Linha de Cuidado para Pessoas Autistas: Avanços Reconhecidos e Desafios Cruciais a Enfrentar
Apesar dos progressos na valorização da neurodiversidade e combate ao capacitismo, a efetividade da política depende de ações concretas e enfrentamento de interesses econômicos que ameaçam sua implementação.
O Ministério da Saúde apresentou a Linha de Cuidado para Pessoas com Transtorno do Espectro Autista (TEA), documento que estabelece diretrizes para o atendimento integral no Sistema Único de Saúde (SUS). A proposta busca articular saúde e cidadania, reconhecer a neurodiversidade e combater o capacitismo, alinhando-se a legislações nacionais e internacionais de direitos humanos.

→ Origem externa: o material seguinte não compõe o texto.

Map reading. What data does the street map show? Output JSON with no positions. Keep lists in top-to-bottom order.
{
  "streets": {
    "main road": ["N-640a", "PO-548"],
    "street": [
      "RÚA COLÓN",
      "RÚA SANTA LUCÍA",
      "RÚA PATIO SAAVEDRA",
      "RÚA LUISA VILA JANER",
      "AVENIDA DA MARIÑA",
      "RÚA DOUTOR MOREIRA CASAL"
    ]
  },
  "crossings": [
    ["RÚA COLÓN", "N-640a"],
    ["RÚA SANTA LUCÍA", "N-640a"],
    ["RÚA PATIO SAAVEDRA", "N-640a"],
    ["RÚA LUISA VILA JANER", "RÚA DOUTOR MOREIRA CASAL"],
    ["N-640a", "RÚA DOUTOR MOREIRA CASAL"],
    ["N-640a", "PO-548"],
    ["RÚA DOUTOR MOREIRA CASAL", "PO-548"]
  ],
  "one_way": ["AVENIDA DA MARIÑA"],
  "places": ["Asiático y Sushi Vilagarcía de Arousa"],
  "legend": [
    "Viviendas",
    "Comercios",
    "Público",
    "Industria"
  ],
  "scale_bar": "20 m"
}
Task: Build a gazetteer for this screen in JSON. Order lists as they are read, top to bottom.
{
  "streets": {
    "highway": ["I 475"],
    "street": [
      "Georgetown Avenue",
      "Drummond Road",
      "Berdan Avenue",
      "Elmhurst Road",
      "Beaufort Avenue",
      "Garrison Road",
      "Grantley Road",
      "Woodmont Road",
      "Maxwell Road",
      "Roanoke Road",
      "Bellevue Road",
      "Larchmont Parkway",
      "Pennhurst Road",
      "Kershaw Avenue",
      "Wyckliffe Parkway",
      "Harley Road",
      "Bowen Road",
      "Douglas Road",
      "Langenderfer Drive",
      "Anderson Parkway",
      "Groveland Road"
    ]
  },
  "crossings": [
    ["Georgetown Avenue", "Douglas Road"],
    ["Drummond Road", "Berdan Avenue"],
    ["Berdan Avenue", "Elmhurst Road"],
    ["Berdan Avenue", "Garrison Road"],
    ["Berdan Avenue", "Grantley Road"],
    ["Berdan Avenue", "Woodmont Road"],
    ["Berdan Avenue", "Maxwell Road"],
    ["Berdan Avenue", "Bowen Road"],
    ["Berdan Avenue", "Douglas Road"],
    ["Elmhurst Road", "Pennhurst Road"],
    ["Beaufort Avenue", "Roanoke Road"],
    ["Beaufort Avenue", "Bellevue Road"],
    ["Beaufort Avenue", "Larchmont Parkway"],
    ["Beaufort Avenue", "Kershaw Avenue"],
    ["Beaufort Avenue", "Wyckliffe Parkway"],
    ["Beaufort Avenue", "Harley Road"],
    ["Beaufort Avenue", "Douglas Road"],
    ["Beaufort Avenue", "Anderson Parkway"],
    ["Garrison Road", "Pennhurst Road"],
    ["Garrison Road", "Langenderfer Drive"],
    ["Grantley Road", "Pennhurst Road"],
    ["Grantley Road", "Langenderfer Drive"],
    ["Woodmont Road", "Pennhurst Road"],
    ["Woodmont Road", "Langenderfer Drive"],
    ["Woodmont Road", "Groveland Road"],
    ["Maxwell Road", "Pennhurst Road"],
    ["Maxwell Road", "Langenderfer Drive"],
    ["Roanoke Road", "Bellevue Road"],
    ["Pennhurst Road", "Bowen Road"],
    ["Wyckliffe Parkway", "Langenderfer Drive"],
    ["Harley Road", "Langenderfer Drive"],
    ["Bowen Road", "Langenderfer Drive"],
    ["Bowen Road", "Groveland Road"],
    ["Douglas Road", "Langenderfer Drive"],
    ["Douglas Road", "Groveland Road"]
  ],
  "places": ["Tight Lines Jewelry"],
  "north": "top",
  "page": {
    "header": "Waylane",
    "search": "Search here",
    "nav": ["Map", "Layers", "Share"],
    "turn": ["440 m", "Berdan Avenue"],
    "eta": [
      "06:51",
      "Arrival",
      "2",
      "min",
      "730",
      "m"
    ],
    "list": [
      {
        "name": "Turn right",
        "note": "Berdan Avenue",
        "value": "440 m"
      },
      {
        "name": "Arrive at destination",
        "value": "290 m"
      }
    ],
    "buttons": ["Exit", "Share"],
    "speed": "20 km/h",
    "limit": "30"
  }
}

A Autistas Brasil avalia que o documento representa um marco importante ao ampliar a visão sobre o autismo, indo além do enquadramento clínico. Contudo, alerta que a iniciativa corre o risco de se tornar apenas uma promessa se não for acompanhada de políticas públicas vinculantes e meios concretos de implementação.
“O documento é um marco. Reconhece a neurodiversidade, articula saúde e cidadania, afirma a intersetorialidade e aponta o capacitismo como barreira estrutural. Vai além do enquadramento clínico e insere o autismo no campo da dignidade e dos direitos humanos. Mas esse avanço vem acompanhado de cautela.
O Ministério demonstra tanto receio das clínicas de ABA quanto o ministro Haddad tem da Faria Lima. Muitas vezes são os mesmos atores. De um lado, buscam monopolizar práticas terapêuticas e de outro, submetem a saúde à lógica do mercado”, afirmou Guilherme de Almeida, presidente da Autistas Brasil.
Segundo Almeida, essa lógica de mercado tem se imposto sobre políticas públicas e gera impacto direto na vida das famílias. “Donos de clínicas e cursos que tentam ‘normalizar’ características neurodivergentes criam pânico nas famílias e colocam as mães, já sobrecarregadas, como linha de frente dos seus interesses econômicos.”
A entidade também destaca contradições internas: enquanto o texto proclama integralidade e autonomia, mantém-se preso a classificações biomédicas; reconhece a importância da escuta em primeira pessoa, mas não define mecanismos concretos para garanti-la de forma efetiva. Outro ponto crítico é o risco de repetição da Política Nacional de Educação Especial de 2008, marcada por boas intenções sem execução prática.
Para a Autistas Brasil, a inclusão escolar deve ser pedagógica, não clínica, e a efetividade da Linha de Cuidado dependerá da articulação entre saúde, educação, trabalho e moradia, com fiscalização de órgãos como o Ministério Público do Trabalho (MPT) e o Ministério Público Federal (MPF).
Outra lacuna grave é a invisibilidade da vida adulta e do envelhecimento. A associação defende a construção de um plano robusto, intersetorial e vinculante para adultos e idosos autistas com maior nível de suporte, que articule saúde, moradia, trabalho e vida comunitária.
“A Linha de Cuidado só terá força real se for acompanhada de políticas vinculantes. É preciso enfrentar diretamente os mesmos grupos que, sob diferentes máscaras, controlam a narrativa biomédica e a financeirização da saúde. Sem isso, continuará sendo uma promessa generosa, mas sem impacto concreto na vida das pessoas autistas”, concluiu Almeida.